Outsiders see attractive, friendly, family focused, generally moral people. Behavioral standards are high: no alcohol, coffee, tea, (soft drinks are fine), or tobacco. Although the LDS church no longer condemns outright those who experience same-sex attraction, sexual contact is reserved only in marriage, and only between men and women (hence again the young marriages).
In addition the LDS church can and does excommunicate members for thinking and speaking outside accepted faith guidelines. When one’s entire social and support community is found within the Mormon culture, the threat of excommunication carries significant weight. Although those who are excommunicated can still attend services, they may not partake in the sacraments or participate in any leadership role. It’s an effective shunning practice that keeps people in the fold. According to the 2006 church leadership handbook “formally joining another church constitutes apostasy and is an excommunicable offense; however, merely attending another church does not constitute apostasy.” Anyone aware of these rules will be extremely hesitant to investigate other religious traditions and beliefs, although there do appear to be growing numbers of disaffected Mormons.

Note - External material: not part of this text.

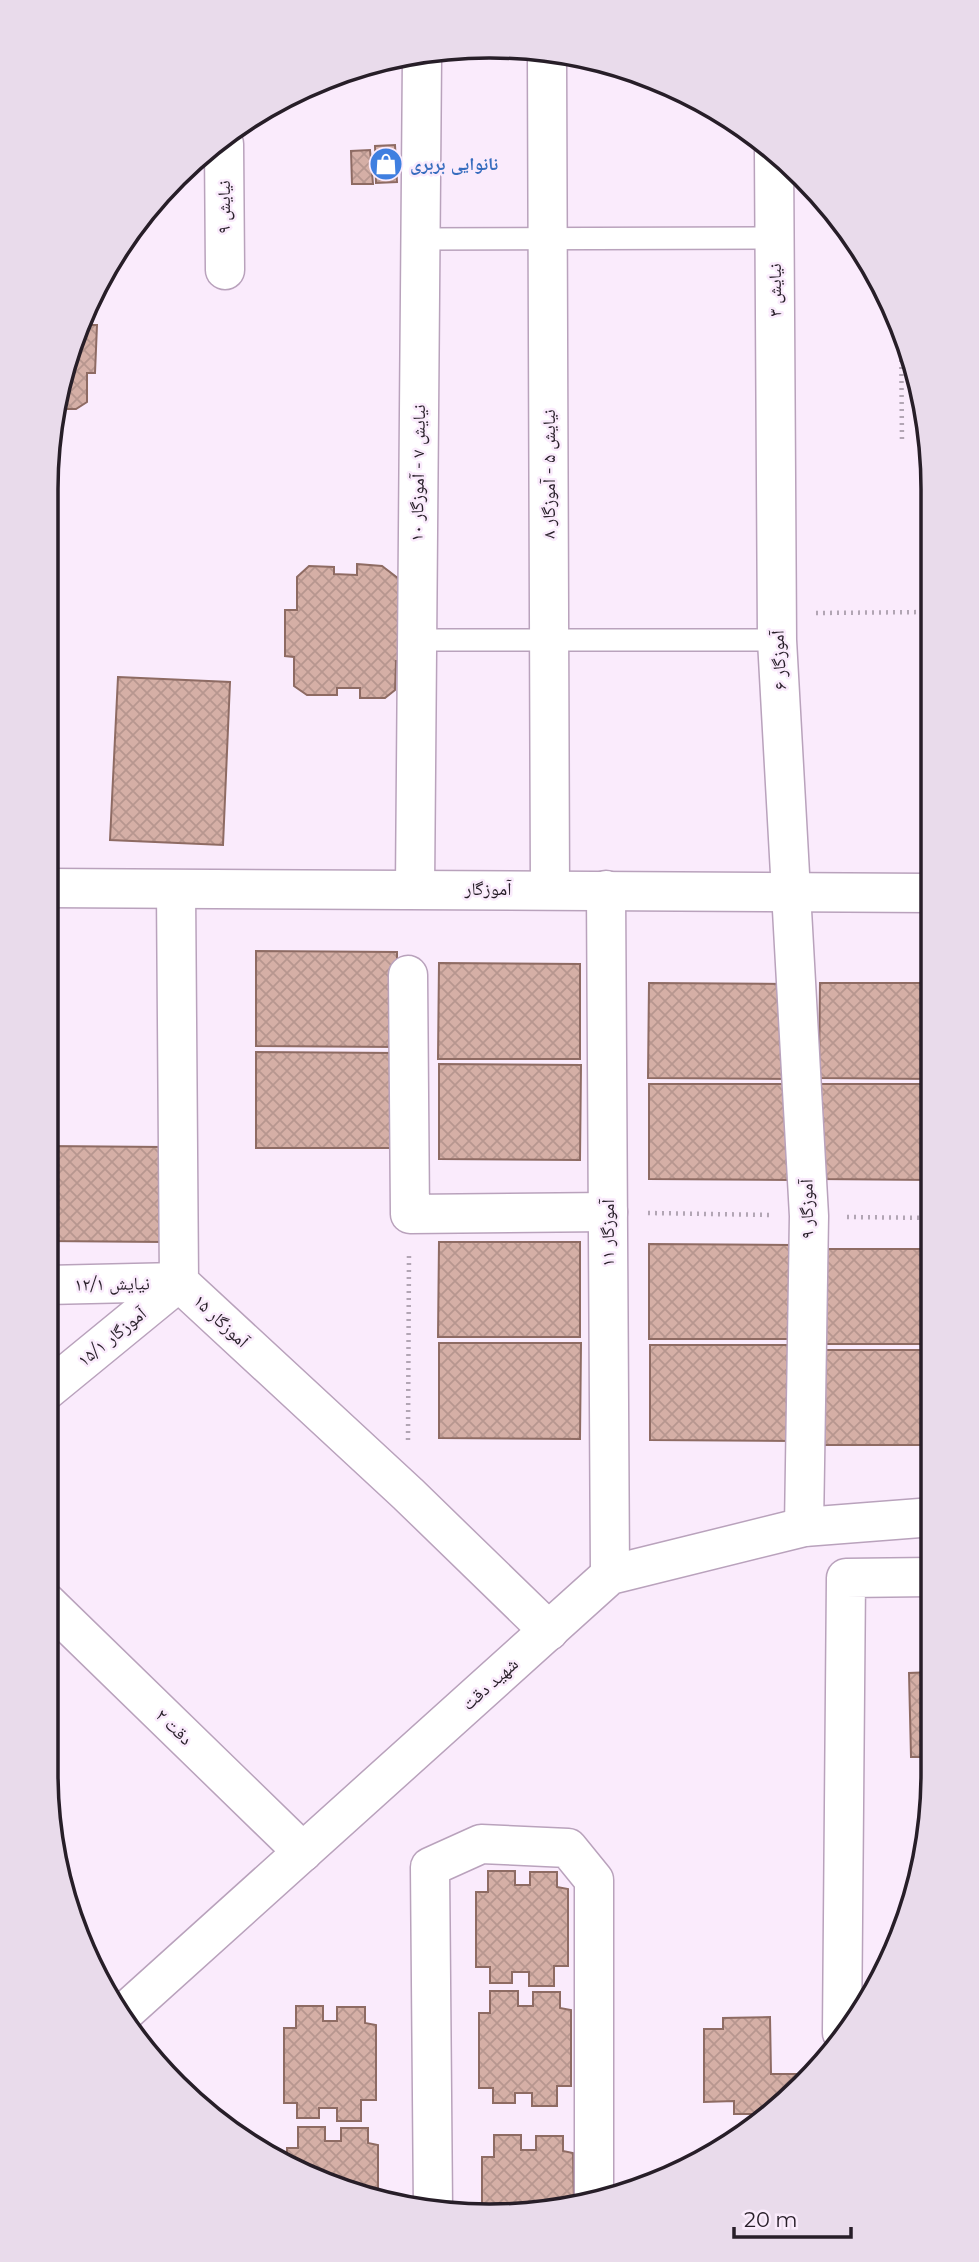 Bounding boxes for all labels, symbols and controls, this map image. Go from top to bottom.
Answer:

In this year of retirement from being a United Methodist pastor to becoming professional church visitor, I’ve written many analyses of various fast growing church plants. United Methodists are certainly not among them. I keep looking for the commonalities and why we United Methodists, with our rich theology of grace, structures of accountability and important connection and more open arms are seeing such serious decline.
Two reasons are obvious:
1. We’re fighting like cats and dogs over issues of sexuality which is really a fight over biblical interpretation.
2. Our bureaucratic structure is just about to kill us. We are incapable of making quick decisions. There are times when it seem that every single detail of every single proposal has to be debated by every single delegate at outrageously expensive conferences.
But a third may be the death knell we absolutely don’t want to acknowledge: the decision to ordain women and bring them to positions of highest leadership. Things change when women–or any previously oppressed group–take leadership roles. But I’m writing specifically about women here. I am one, after all. One who very much believes God called me into the ministry of the ordained.
But it hurt us. The fast growing churches as a rule do not have female clergy. They also do not employ collaborative decision-making processes, which most women prefer. I know I’m speaking in generalities here, but have to start somewhere. As a rule, women are less interested in empire building–and that appears to be a major motivation in some of the fastest growing churches I’ve looked at–but more in the healing of the world and active engagement with those on the margins. We don’t have as much access to the male-dominated uber-wealthy who often provide massive funding for the highly conservative churches.
I’ll write more about this later, but this thought has been dancing at the edges of my mind for some time, and I wanted to go ahead and put this out there.
I welcome all comments. I think it is time we talk about this.